Op-Ed

Keep America’s bonds with Colombia strong

Rubio
Rubio

As President Trump meets with Colombian President Juan Manuel Santos in Washington on Thursday, the United States should use this opportunity to strengthen our bilateral bonds and reaffirm our commitment to the Colombian people.

The U.S.-Colombia partnership has become one of America’s most important relationships in the Western Hemisphere.

In the late 1990s, Colombia was nearly a failed state, devastated by conflicts with drug cartels and terrorist groups like the Revolutionary Armed Forces of Colombia (FARC). But U.S.-Colombian cooperation over the past 16 years empowered the nation to diminish the threat of narcoterrorism and drug-related violence, restore the rule of law, and revive its economy.

Today, Colombia is one of America’s major economic partners in the Western Hemisphere, and the 19th largest market for U.S. exports thanks to our bilateral free-trade agreement.
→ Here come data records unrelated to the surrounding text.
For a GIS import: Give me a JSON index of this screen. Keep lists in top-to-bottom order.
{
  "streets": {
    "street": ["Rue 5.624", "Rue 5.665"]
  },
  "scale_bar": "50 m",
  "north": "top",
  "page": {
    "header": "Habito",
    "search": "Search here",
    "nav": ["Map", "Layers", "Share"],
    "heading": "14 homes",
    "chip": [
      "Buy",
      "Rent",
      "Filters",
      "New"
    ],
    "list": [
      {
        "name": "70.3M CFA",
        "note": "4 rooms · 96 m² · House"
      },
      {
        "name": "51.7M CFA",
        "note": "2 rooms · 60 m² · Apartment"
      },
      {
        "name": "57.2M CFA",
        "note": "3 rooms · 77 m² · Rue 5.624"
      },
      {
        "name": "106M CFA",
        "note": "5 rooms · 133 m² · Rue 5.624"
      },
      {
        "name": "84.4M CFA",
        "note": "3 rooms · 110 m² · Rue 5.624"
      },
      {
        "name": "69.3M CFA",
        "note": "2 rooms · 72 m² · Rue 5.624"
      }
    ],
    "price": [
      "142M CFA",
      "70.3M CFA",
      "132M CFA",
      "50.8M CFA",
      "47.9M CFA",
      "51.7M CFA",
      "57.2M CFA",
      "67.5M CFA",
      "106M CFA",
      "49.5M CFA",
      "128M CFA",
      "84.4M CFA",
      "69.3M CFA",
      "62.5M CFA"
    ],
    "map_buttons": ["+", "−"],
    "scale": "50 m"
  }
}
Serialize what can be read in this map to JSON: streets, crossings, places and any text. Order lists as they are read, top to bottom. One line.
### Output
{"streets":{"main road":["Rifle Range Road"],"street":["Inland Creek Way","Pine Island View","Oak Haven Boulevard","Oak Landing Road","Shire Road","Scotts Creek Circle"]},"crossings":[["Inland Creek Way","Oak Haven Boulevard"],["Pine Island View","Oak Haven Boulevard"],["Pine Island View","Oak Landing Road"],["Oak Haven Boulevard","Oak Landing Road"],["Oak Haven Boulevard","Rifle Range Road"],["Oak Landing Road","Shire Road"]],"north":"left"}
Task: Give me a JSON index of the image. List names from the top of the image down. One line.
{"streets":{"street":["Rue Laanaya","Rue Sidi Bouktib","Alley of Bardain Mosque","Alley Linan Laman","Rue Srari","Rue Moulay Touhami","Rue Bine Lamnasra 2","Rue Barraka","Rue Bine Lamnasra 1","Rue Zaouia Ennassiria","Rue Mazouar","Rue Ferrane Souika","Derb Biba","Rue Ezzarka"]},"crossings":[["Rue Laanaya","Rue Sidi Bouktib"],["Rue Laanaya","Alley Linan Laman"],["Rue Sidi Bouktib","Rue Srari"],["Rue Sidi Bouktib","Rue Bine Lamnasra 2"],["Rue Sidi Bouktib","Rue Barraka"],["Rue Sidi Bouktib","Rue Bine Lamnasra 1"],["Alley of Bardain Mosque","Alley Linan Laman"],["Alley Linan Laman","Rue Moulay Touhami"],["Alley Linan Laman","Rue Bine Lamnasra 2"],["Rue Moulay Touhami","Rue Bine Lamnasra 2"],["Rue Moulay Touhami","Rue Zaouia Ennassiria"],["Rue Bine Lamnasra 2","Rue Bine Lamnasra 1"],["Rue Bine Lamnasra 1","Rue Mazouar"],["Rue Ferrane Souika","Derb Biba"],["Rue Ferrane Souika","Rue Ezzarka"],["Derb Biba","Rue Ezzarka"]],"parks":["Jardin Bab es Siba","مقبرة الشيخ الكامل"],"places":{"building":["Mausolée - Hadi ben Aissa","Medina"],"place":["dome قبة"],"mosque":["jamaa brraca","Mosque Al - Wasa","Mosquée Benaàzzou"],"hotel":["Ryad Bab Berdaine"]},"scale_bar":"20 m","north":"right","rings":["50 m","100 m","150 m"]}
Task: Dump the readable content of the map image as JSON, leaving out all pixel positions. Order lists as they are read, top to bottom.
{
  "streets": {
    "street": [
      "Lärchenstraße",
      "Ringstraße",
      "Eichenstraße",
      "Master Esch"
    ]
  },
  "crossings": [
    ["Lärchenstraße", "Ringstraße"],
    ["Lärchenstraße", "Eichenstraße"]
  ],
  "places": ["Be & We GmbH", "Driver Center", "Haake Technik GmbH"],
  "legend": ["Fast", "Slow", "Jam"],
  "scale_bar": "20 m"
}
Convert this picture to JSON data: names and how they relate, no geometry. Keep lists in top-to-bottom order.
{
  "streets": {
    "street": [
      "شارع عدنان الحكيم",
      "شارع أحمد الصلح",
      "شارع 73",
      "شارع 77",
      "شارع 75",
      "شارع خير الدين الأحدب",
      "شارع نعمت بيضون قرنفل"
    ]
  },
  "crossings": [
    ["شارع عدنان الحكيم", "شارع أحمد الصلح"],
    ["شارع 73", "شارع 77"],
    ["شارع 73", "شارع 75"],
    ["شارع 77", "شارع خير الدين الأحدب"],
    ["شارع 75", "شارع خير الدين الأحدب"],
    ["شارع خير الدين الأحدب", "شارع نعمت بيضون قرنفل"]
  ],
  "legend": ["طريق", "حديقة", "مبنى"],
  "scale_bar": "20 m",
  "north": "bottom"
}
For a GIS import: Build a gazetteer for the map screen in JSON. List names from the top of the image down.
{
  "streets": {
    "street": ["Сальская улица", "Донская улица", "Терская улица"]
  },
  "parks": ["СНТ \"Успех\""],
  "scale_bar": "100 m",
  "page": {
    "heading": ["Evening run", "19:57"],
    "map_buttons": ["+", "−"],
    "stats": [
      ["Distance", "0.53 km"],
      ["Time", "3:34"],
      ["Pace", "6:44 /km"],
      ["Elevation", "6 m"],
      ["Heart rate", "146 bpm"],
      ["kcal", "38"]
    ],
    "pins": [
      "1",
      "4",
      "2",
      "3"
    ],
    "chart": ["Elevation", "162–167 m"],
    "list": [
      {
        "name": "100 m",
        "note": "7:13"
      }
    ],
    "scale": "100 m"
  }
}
Colombia’s military has helped support its regional neighbors’ battles against drug cartels and terrorist groups. While Colombia still faces challenges, its story of resilience and success gives hope to other countries that they, too, can turn the tide in their fight against narcoterrorism.

We must remain supportive of the success achieved through America’s bilateral “Plan Colombia” framework. As a member of the Senate committee that appropriates foreign assistance, I believe the United States should continue to support Colombia’s efforts to combat terrorism and narcotics, and secure and stabilize the country. In particular, we should encourage Colombian counternarcotics officials to resume aerial eradication operations to combat coca production and stem the tide of cocaine trafficking.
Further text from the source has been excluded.